La tipologia della struttura è di carattere riabilitativo, ne consegue che la finalità ultima del progetto è favorire un adeguato processo di reinserimento nell'ambiente sociale e relazionale e il raggiungimento di un benessere personale che permetta agli ospiti di recuperare una coscienza della propria "dignità umana" tale da restituire un senso e un valore alla vita.

Il raggiungimento di tale obiettivo si basa sull'elaborazione di Progetti Terapeutici Individuali (PTI) i quali tengono conto delle caratteristiche specifiche di ogni singolo ospite. Il Progetto Terapeutico viene delineato dal Direttore Sanitario e dal Coordinatore e viene presentano in èquipe dove viene discusso e approfondito. In tale documento sono definiti:

  • - le condizioni al momento dell'ingresso dell'ospite e del contesto attuale della struttura;
  • - gli obiettivi;
  • - le attività e le strategie per il raggiungimento degli obiettivi individuati;
  • - le modalità e i criteri di verifica;
  • - le modalità per la ridefinizione degli obiettivi.

Ai CSM interessati è data la possibilità di consultazione del contenuto del PTI e viene inoltre trasmessa una relazione annuale dell'andamento del Programma Terapeutico in corso.

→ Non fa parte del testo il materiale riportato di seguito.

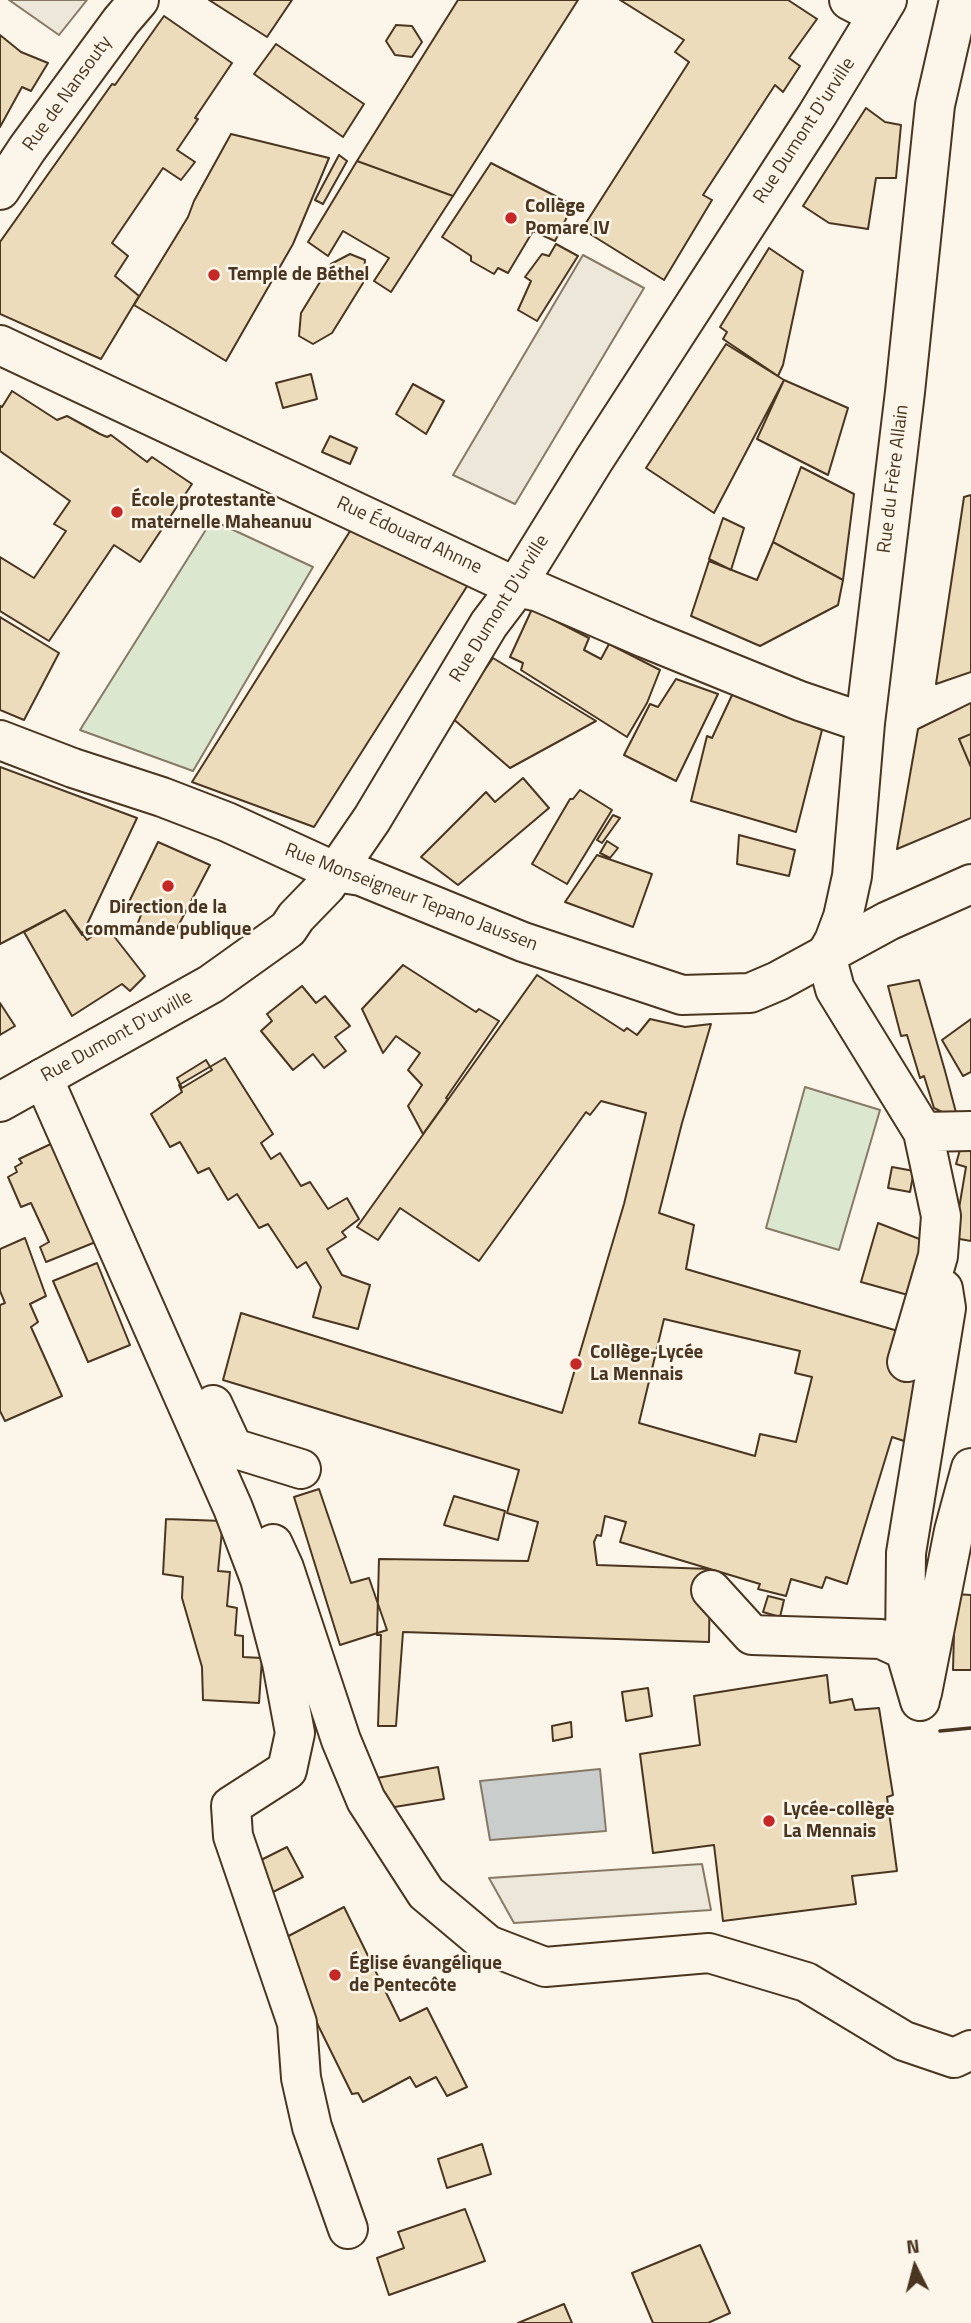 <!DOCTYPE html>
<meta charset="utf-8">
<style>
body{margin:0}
#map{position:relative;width:971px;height:2323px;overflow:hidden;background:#fbf6e9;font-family:"Titillium Web",sans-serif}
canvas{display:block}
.north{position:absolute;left:880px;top:2232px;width:70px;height:70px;-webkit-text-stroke:5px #fbf6e9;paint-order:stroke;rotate:354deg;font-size:19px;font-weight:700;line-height:28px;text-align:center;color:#4a3520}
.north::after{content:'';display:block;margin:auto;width:24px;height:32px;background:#4a3520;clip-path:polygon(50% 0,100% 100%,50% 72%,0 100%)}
</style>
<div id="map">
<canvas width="971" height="2323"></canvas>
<div class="north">N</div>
</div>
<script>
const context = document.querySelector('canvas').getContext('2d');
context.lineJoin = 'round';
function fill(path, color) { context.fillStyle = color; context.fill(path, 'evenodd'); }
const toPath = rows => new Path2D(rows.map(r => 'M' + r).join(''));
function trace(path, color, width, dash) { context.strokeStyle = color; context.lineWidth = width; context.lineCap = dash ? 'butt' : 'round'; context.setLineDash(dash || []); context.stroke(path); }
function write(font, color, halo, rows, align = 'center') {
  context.font = font + ' "Titillium Web",sans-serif'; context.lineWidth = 5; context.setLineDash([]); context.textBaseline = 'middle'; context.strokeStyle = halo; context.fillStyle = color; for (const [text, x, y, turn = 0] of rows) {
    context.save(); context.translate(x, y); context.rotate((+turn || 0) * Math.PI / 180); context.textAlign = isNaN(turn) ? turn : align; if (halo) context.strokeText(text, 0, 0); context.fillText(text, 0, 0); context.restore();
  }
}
const green = toPath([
 [212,520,313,567,193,771,80,730,212,520],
 [805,1087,880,1110,839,1250,766,1228,805,1087]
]);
const parking = toPath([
 [9,0,87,0,59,35,9,0],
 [583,255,644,288,515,504,453,475,583,255],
 [702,1864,711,1910,514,1923,489,1878,702,1864]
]);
const water = toPath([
 [600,1769,606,1831,490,1840,480,1781,600,1769]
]);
const building = toPath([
 [209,0,292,0,267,37,209,0],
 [458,0,578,0,453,196,357,161,458,0],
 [620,0,788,0,817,19,789,58,800,66,783,92,775,85,703,195,712,200,664,280,582,229,689,62,675,52,684,40,620,0],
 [164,16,232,63,195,118,198,119,177,150,195,162,181,180,163,168,112,243,128,256,115,276,139,296,101,359,0,314,0,242,112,84,115,85,164,16],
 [396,25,412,26,422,42,412,57,395,55,386,41,396,25],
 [0,35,21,52,48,63,31,91,22,87,0,127,0,35],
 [276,44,364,104,343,137,254,74,276,44],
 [866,108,885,122,901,125,896,178,876,178,868,229,829,223,803,206,866,108],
 [231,134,329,158,293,244,226,361,134,305,188,217,194,201,231,134],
 [339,155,347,161,323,204,315,200,339,155],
 [357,161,453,196,391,292,374,281,389,258,343,231,328,256,308,242,357,161],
 [491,163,573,205,555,241,533,231,508,273,498,268,494,274,471,261,471,256,442,237,491,163],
 [556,244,578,256,537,321,518,310,531,281,525,277,542,254,549,256,556,244],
 [769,248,803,271,783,365,778,376,723,339,727,332,720,327,769,248],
 [350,254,365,260,363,283,332,333,313,344,299,336,301,313,331,264,350,254],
 [726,344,784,380,714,513,646,468,726,344],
 [311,374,317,399,283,408,276,383,311,374],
 [784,380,848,408,828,475,757,439,784,380],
 [413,384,444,401,426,434,396,414,413,384],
 [12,391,57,420,67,416,100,434,107,437,111,435,147,462,152,457,192,484,140,562,114,545,49,641,0,611,0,557,34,578,66,531,54,524,70,501,0,451,0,406,2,407,12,391],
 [330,436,357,448,350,464,322,452,330,436],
 [801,467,854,494,843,580,773,542,801,467],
 [971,495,971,672,936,684,964,497,971,495],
 [723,518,744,528,731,570,709,559,723,518],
 [352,528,471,580,314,827,192,782,352,528],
 [773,542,843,580,838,605,760,646,691,616,709,561,757,580,773,542],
 [532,609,589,638,584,650,601,659,609,644,660,670,647,703,627,737,521,670,523,663,510,657,532,609],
 [0,617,59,653,24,720,0,710,0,617],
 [493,658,596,721,510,768,451,717,493,658],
 [676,679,718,694,676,781,624,755,650,704,658,707,676,679],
 [733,693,822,730,796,832,691,801,707,736,712,738,733,693],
 [971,703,971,734,959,739,971,767,971,818,897,849,918,729,971,703],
 [971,734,971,767,959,739,971,734],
 [0,767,137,818,82,935,65,910,0,944,0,767],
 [523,778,549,808,458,885,421,857,486,792,495,802,523,778],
 [580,790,612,810,567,884,532,864,570,799,573,799,580,790],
 [613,815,620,818,602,843,597,840,613,815],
 [739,835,795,850,789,876,737,864,739,835],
 [607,841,618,848,610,858,600,853,607,841],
 [158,842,210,865,176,930,161,923,156,934,137,925,141,915,127,906,158,842],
 [597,855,652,874,633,927,565,902,597,855],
 [65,910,87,940,106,926,145,976,130,991,122,984,72,1016,24,932,65,910],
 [403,965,476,1012,479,1009,499,1021,446,1098,448,1099,423,1134,408,1106,422,1085,408,1070,420,1053,396,1036,383,1053,362,1009,403,965],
 [537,975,624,1031,627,1028,637,1035,650,1019,685,1027,711,1024,682,1123,659,1213,694,1225,686,1269,898,1331,927,1371,904,1441,892,1437,847,1584,826,1577,822,1588,791,1579,786,1596,758,1589,760,1584,620,1542,626,1522,605,1516,601,1536,597,1535,594,1542,597,1565,710,1569,709,1642,403,1632,396,1726,378,1726,381,1635,377,1635,379,1559,528,1561,538,1522,507,1513,519,1470,223,1380,241,1313,562,1413,624,1204,646,1113,601,1101,590,1115,586,1112,479,1261,400,1208,378,1240,357,1227,537,975],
 [664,1319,800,1351,795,1373,812,1377,796,1442,760,1434,755,1456,639,1423,664,1319],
 [919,980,945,1071,958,1120,934,1108,924,1076,920,1078,907,1035,901,1036,888,986,919,980],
 [302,986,316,1003,325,996,350,1026,335,1037,346,1051,324,1068,313,1054,293,1070,261,1031,272,1021,267,1014,302,986],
 [0,1003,15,1026,0,1035,0,1003],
 [971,1019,971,1072,963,1076,942,1040,971,1019],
 [225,1058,273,1134,261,1143,271,1159,280,1153,301,1186,310,1182,328,1209,347,1198,359,1219,342,1232,346,1237,327,1249,342,1275,370,1285,358,1329,313,1317,321,1287,306,1262,297,1268,268,1224,259,1228,237,1194,228,1200,209,1168,198,1173,180,1142,170,1147,151,1114,182,1092,179,1085,225,1058],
 [206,1060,212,1070,182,1088,177,1078,206,1060],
 [963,1139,971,1140,971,1241,954,1238,966,1167,956,1164,963,1139],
 [55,1142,103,1239,46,1262,40,1247,49,1242,31,1203,21,1207,8,1177,17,1172,15,1167,22,1163,19,1159,55,1142],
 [892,1167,914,1171,910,1192,888,1188,892,1167],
 [878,1223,922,1240,908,1295,861,1282,878,1223],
 [25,1238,46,1296,30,1304,38,1322,31,1327,62,1396,5,1421,0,1411,0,1305,5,1303,0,1291,0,1249,25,1238],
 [97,1263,130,1345,88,1362,53,1281,97,1263],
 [319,1489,351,1583,369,1578,387,1630,340,1645,294,1497,319,1489],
 [454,1496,505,1511,498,1540,444,1525,454,1496],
 [166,1519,223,1521,218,1571,230,1572,227,1606,237,1608,235,1635,243,1636,243,1657,262,1658,259,1703,203,1700,202,1667,182,1598,183,1577,163,1574,166,1519],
 [955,1594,971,1595,971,1670,953,1670,955,1594],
 [768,1596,784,1600,780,1617,763,1612,768,1596],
 [827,1675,830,1703,852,1699,855,1710,879,1708,893,1795,887,1797,897,1871,852,1876,856,1904,723,1921,714,1845,653,1853,640,1754,700,1745,694,1696,827,1675],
 [648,1688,652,1716,626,1721,622,1692,648,1688],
 [571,1722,572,1737,553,1741,552,1726,571,1722],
 [438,1767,444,1799,382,1809,377,1778,438,1767],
 [287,1847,303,1877,273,1892,257,1862,287,1847],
 [344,1907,400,2021,427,2008,467,2087,447,2096,436,2077,416,2087,410,2077,363,2102,358,2093,352,2094,277,1942,344,1907],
 [482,2144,491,2174,447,2188,438,2159,482,2144],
 [465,2209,485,2261,389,2295,377,2258,404,2248,398,2232,465,2209],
 [700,2245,730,2313,708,2323,653,2323,632,2273,700,2245],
 [564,2304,572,2323,518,2323,564,2304]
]);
const minor = toPath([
 [849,0,878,15],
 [0,190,27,149,121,21,139,0],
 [0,345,516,587,539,592,645,638,800,701,865,723],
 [0,740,73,768,162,797,227,822,336,872],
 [43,1078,233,1508,260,1579,282,1663,295,1733,287,1770,231,1806,233,1836,297,2023,301,2078,312,2127,348,2229],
 [923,1132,971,1131],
 [907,1362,938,1256,941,1216,923,1132,835,989,826,955,834,941,843,917,852,876,865,723,905,392,935,105,959,0],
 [213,1405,233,1448,301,1469],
 [273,1544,284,1568,341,1740,366,1800,426,1893,488,1945,545,1967,709,1953,806,1982,904,2041,954,2058,971,2050],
 [711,1590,752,1635,881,1639,905,1650],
 [922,1693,954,1531,971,1468],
 [920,1701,905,1650,906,1553,946,1308,943,1289]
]);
const major = toPath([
 [336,872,361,876,523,942,682,995,750,993,778,981,888,921,971,884],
 [0,1102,211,984,288,929,296,917,326,886,372,819,489,624,508,599,594,460,817,115,887,0]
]);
const wall = toPath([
 [940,1731,971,1728]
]);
const markers = [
 [511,218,7,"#c62828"],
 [214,275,7,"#c62828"],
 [117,512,7,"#c62828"],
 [168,886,7,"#c62828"],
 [576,1364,7,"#c62828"],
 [769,1821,7,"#c62828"],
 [335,1975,7,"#c62828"]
];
const streetNames = [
 ["Rue de Nansouty",68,94,-54],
 ["Rue Dumont D'urville",805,131,-57],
 ["Rue du Frère Allain",894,479,-83],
 ["Rue Édouard Ahnne",409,536,25],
 ["Rue Dumont D'urville",500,609,-58],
 ["Rue Monseigneur Tepano Jaussen",411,898,21],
 ["Rue Dumont D'urville",117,1037,-29]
];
const poiNames = [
 ["Collège",525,207],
 ["Pomare IV",525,229],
 ["Temple de Béthel",228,275],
 ["École protestante",131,501],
 ["maternelle Maheanuu",131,523],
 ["Direction de la",168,908,"center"],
 ["commande publique",168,930,"center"],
 ["Collège-Lycée",590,1353],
 ["La Mennais",590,1375],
 ["Lycée-collège",783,1810],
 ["La Mennais",783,1832],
 ["Église évangélique",349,1964],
 ["de Pentecôte",349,1986]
];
fill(green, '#dce7d0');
trace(green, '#887966', 2);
fill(parking, '#ede7d9');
trace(parking, '#887966', 2);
fill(water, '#c9cecd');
trace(water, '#887966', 2);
fill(building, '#ecdcbc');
trace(building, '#4a3520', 2);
trace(minor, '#4a3520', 42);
trace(major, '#4a3520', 42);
trace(minor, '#fbf6e9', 38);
trace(major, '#fbf6e9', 38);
trace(wall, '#4a3520', 3.5);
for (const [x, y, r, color] of markers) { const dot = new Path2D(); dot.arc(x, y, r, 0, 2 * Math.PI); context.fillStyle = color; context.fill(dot); trace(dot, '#fbf6e9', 2.5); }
write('19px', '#4a3520', '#fbf6e9', streetNames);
write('bold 19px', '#4a3520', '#fbf6e9', poiNames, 'left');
</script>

Il Progetto terapeutico prevede un intervento integrato, globale che tenga la persona stessa al centro di tutto l'intervento, perché la malattia mentale, più di ogni altra patologia, investe la totalità dell'individuo, la sua stessa esistenzialità. Tenere la persona "al centro", significa quindi porre attenzione ai suoi bisogni, ma soprattutto alle sue capacità e potenzialità e guardare a ciò che sa fare e che può dare e non soffermarsi solamente a denunciare ciò che manca: solo partendo da quello che esiste si può costruire, dal nulla, nascerebbe solamente altro nulla.
L'ospite, allora, sperimenterà gradualmente nuovi rapporti, da quello con gli operatori della struttura a quello con il contesto sociale esterno, dei quali sarà protagonista principale e nei quali il supporto della residenza, nella sua totalità di funzioni, si farà gradualmente meno determinante.
Si attiva quindi un percorso di riabilitazione come educazione, inteso nel senso di agire sulle capacità della persona, affiancarla nella difficoltà, al fine di affrontare il disagio e accompagnarla nel suo progressivo riappropriarsi della propria realtà. Lo psichiatra responsabile sanitario, effettua un continuo monitoraggio dello stato di salute psichica e, in collaborazione con il medico di base, fisica degli ospiti, predisponendo gli interventi necessari.
Con questo progetto accettiamo il rischio di tracciare nuovi percorsi, anche in quelle situazioni da tutti ritenute disperate e/o dove inizialmente non si vedono possibilità di "miglioramento". In particolare in questi ultimi anni si è avviato un rapporto di collaborazione con alcuni OPG al fine di proporre ai detenuti presso tali strutture, percorsi alternativi al regime carcerario.
Attraverso il nostro lavoro a Villanova, con le buone prassi che negli anni hanno contraddistinto il nostro intervento, tentiamo di vivere e risvegliare una cultura che vede nelle persone più deboli non un peso, ma una risorsa per riscoprire e riaffermare i valori fondamentali di ogni uomo.